(Records Opens)

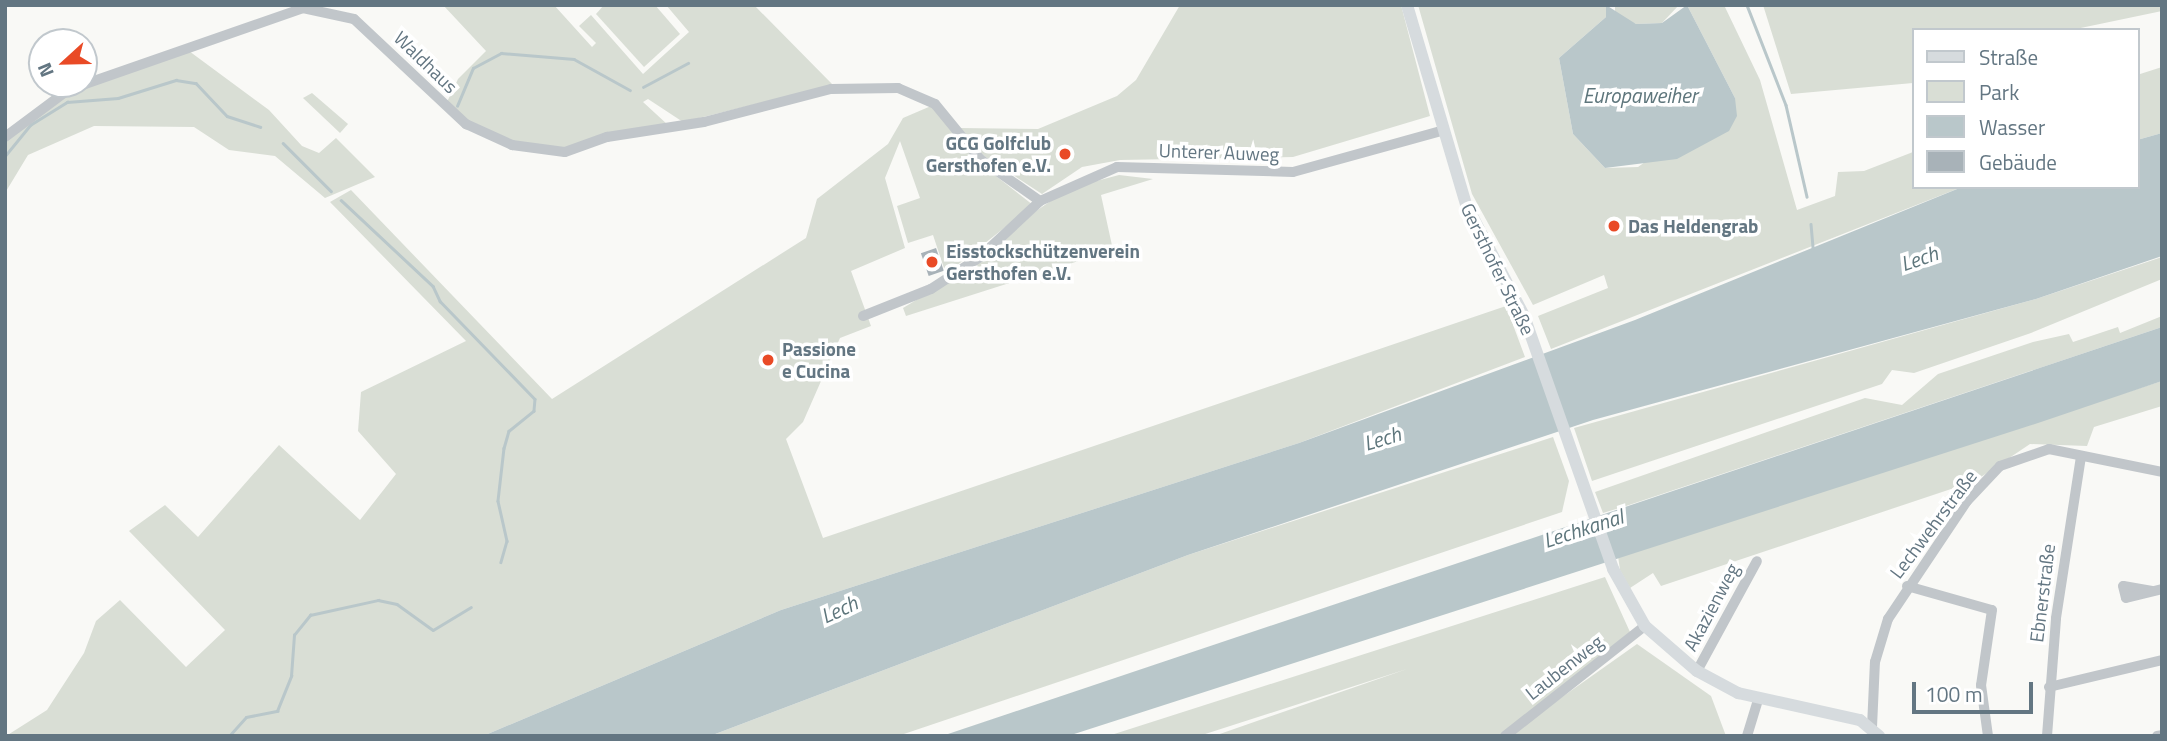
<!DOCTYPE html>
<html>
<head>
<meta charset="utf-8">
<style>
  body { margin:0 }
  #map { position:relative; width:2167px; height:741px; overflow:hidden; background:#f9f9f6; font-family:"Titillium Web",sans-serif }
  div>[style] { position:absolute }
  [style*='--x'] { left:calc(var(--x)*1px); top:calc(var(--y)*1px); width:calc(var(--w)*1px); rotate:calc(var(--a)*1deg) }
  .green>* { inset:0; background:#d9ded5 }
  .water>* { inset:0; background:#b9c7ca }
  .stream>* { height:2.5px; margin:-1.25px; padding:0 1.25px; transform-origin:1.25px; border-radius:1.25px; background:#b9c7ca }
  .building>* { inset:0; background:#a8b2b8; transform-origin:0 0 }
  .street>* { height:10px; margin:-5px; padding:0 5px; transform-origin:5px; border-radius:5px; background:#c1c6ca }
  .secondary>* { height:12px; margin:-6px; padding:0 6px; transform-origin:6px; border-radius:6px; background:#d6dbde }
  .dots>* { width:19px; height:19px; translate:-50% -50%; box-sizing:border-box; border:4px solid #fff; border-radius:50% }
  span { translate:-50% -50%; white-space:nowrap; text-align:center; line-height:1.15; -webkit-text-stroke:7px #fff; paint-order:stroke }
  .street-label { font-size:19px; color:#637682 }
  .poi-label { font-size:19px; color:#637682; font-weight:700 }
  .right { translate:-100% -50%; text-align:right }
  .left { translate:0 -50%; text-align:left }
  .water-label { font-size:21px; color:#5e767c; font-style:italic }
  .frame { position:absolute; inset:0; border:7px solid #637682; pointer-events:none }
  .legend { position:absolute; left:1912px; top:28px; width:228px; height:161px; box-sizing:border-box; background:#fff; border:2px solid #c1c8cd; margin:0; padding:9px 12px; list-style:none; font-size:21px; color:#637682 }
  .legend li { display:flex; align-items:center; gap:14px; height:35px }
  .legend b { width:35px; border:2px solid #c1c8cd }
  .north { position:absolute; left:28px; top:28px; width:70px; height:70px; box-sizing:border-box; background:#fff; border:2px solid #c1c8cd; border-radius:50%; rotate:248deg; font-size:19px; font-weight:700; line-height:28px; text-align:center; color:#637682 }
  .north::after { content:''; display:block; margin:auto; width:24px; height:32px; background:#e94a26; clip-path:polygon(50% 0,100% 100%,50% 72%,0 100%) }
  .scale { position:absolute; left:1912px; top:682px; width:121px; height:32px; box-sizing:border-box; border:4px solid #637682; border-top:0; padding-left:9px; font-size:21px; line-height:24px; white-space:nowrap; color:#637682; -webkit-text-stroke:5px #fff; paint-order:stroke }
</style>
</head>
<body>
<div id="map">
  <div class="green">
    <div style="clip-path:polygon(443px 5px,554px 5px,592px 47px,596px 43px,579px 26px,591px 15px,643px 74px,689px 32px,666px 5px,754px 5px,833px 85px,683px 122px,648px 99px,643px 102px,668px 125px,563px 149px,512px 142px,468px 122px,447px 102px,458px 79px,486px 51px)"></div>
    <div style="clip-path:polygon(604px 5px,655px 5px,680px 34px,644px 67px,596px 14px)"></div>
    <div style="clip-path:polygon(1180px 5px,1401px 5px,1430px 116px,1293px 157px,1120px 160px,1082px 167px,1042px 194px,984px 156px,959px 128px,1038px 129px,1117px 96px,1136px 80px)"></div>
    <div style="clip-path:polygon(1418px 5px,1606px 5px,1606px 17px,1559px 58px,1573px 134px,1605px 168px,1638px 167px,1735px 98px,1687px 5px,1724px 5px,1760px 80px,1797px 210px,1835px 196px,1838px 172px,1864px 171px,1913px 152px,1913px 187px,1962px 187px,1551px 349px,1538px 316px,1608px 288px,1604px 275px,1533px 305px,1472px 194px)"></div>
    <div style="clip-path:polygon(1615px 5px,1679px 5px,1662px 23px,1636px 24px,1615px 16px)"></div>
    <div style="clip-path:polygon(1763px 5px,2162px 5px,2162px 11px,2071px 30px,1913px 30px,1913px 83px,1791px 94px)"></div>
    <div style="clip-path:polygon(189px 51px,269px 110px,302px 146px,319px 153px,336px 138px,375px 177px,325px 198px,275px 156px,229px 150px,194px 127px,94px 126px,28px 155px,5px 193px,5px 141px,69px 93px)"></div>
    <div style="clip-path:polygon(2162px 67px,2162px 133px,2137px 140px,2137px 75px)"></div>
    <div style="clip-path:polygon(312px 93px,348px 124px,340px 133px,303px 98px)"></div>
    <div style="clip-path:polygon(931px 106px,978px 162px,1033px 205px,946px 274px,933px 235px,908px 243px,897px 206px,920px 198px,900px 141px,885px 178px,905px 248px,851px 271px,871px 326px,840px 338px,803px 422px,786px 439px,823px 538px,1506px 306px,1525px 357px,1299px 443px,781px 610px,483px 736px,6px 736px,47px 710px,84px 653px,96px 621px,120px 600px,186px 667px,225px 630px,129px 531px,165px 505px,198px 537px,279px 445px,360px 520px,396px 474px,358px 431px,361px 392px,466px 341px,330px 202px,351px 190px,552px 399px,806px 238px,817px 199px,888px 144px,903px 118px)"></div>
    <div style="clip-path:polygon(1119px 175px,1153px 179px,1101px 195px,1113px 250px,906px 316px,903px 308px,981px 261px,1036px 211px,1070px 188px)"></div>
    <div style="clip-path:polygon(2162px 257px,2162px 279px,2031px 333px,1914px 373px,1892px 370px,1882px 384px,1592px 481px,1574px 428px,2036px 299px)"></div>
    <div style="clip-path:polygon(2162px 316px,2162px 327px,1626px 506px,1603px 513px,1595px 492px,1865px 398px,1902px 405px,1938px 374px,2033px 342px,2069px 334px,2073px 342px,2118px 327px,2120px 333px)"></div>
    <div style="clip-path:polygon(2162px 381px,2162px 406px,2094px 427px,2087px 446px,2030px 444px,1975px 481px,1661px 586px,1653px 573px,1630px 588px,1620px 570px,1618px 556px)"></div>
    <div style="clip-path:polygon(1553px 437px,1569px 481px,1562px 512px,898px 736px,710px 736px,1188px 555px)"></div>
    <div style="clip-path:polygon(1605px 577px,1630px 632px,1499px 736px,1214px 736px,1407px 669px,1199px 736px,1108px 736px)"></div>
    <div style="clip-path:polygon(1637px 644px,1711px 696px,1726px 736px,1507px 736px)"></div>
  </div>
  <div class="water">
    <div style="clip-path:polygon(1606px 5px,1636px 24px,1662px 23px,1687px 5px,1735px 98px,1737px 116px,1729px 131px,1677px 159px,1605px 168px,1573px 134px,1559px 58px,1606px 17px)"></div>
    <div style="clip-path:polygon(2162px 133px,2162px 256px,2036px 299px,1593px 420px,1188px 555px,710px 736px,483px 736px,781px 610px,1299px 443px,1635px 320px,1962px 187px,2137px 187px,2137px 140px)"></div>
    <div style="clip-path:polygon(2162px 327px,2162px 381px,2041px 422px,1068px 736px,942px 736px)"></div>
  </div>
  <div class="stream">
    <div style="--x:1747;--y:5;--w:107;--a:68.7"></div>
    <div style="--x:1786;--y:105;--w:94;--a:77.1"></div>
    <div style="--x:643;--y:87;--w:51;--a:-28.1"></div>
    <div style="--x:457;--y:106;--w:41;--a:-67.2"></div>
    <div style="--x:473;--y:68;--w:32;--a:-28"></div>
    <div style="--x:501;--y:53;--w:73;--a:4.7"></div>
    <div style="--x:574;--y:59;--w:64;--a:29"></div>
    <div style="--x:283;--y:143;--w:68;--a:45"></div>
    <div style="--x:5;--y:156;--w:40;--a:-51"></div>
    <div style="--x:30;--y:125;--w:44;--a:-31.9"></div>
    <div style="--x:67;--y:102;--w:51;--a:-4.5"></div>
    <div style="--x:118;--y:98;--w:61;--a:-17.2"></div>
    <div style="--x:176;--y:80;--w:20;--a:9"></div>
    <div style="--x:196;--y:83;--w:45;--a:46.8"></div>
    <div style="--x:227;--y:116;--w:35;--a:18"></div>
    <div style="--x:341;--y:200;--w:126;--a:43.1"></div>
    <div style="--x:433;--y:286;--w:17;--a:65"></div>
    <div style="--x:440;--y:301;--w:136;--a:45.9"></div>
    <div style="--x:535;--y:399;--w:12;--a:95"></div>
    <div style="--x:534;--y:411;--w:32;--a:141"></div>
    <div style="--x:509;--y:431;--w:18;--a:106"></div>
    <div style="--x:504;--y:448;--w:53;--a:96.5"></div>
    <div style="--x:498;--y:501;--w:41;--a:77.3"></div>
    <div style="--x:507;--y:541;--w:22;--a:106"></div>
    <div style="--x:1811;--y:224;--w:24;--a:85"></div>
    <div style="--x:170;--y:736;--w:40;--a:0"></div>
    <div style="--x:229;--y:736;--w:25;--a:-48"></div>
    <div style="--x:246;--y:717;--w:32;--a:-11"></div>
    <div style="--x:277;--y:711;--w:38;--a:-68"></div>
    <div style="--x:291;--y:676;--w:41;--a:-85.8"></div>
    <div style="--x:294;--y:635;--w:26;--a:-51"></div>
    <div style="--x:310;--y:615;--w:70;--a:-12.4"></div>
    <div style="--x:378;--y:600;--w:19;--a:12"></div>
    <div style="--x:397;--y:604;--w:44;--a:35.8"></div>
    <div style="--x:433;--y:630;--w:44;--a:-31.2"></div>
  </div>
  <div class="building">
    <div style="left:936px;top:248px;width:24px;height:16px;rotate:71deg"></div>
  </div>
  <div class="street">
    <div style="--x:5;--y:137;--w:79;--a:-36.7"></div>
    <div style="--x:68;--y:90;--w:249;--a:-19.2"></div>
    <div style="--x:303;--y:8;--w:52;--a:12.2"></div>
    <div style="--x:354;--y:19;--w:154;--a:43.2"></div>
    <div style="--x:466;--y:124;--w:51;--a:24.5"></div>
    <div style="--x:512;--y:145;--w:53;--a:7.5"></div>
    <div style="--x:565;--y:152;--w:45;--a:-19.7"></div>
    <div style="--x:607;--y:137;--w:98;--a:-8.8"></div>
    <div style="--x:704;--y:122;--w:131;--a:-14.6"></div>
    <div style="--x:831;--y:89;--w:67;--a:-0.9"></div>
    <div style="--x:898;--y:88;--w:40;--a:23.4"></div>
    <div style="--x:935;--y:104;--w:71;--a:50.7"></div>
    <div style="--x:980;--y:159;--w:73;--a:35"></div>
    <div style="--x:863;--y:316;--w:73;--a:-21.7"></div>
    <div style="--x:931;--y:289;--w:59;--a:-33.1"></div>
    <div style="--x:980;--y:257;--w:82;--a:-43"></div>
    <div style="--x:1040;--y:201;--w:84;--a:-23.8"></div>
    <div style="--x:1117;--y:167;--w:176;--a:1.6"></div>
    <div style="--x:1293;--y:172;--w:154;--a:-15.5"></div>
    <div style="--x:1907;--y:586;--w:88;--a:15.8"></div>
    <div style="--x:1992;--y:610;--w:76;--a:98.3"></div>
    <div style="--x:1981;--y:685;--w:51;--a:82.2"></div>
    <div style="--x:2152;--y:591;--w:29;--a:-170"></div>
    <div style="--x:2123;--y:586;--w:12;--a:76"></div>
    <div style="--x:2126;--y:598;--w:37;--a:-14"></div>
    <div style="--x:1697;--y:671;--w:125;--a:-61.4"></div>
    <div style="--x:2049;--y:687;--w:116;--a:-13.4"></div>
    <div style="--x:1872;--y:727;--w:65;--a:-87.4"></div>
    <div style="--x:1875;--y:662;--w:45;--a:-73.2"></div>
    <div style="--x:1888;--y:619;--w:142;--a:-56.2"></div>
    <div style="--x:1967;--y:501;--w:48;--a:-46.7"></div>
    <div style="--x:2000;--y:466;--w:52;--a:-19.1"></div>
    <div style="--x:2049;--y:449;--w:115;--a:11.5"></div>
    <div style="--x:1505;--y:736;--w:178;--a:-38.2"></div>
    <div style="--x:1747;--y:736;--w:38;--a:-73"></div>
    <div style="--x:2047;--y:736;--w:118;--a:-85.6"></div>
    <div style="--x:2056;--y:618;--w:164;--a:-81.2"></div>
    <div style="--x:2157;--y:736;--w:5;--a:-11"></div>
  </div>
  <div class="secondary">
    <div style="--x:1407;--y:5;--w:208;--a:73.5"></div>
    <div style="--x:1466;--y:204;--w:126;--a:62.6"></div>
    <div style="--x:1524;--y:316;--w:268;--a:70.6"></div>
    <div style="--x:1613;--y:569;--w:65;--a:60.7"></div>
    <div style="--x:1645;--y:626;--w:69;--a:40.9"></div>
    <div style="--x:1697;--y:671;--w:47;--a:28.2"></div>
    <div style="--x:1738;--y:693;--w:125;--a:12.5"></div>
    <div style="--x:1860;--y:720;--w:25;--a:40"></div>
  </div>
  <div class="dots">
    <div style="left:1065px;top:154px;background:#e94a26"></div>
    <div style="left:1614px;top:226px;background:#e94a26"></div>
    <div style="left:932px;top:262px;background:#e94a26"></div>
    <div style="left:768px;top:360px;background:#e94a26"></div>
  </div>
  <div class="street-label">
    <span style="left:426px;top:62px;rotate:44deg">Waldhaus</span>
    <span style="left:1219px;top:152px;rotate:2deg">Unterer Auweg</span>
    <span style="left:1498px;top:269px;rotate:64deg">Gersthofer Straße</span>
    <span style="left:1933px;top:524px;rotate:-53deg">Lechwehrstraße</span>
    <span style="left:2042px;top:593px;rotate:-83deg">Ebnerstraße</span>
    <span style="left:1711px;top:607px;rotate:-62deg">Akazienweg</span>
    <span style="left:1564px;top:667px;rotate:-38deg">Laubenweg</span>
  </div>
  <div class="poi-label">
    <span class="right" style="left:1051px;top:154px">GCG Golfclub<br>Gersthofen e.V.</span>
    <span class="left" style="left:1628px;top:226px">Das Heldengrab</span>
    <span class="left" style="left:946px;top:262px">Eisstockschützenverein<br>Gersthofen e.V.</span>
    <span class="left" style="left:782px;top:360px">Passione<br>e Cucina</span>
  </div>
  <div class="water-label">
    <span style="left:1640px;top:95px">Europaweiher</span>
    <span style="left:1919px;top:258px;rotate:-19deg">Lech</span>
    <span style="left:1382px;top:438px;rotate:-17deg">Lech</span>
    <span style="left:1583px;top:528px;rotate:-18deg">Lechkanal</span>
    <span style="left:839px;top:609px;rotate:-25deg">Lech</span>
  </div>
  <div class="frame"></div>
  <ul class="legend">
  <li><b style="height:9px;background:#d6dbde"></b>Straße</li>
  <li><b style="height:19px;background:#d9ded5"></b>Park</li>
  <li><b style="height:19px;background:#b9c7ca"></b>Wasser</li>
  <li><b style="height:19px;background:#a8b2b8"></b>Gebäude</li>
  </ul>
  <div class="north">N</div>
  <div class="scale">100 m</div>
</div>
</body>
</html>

(Records Closes)

In the listing above, transcribe exactly everything from the line containing "5px,2162px 5px,2162px 11px,2071px" down to the line containing "93px,348px 124px,340px 133px,303px", including both and nothing more.

    <div style="clip-path:polygon(1763px 5px,2162px 5px,2162px 11px,2071px 30px,1913px 30px,1913px 83px,1791px 94px)"></div>
    <div style="clip-path:polygon(189px 51px,269px 110px,302px 146px,319px 153px,336px 138px,375px 177px,325px 198px,275px 156px,229px 150px,194px 127px,94px 126px,28px 155px,5px 193px,5px 141px,69px 93px)"></div>
    <div style="clip-path:polygon(2162px 67px,2162px 133px,2137px 140px,2137px 75px)"></div>
    <div style="clip-path:polygon(312px 93px,348px 124px,340px 133px,303px 98px)"></div>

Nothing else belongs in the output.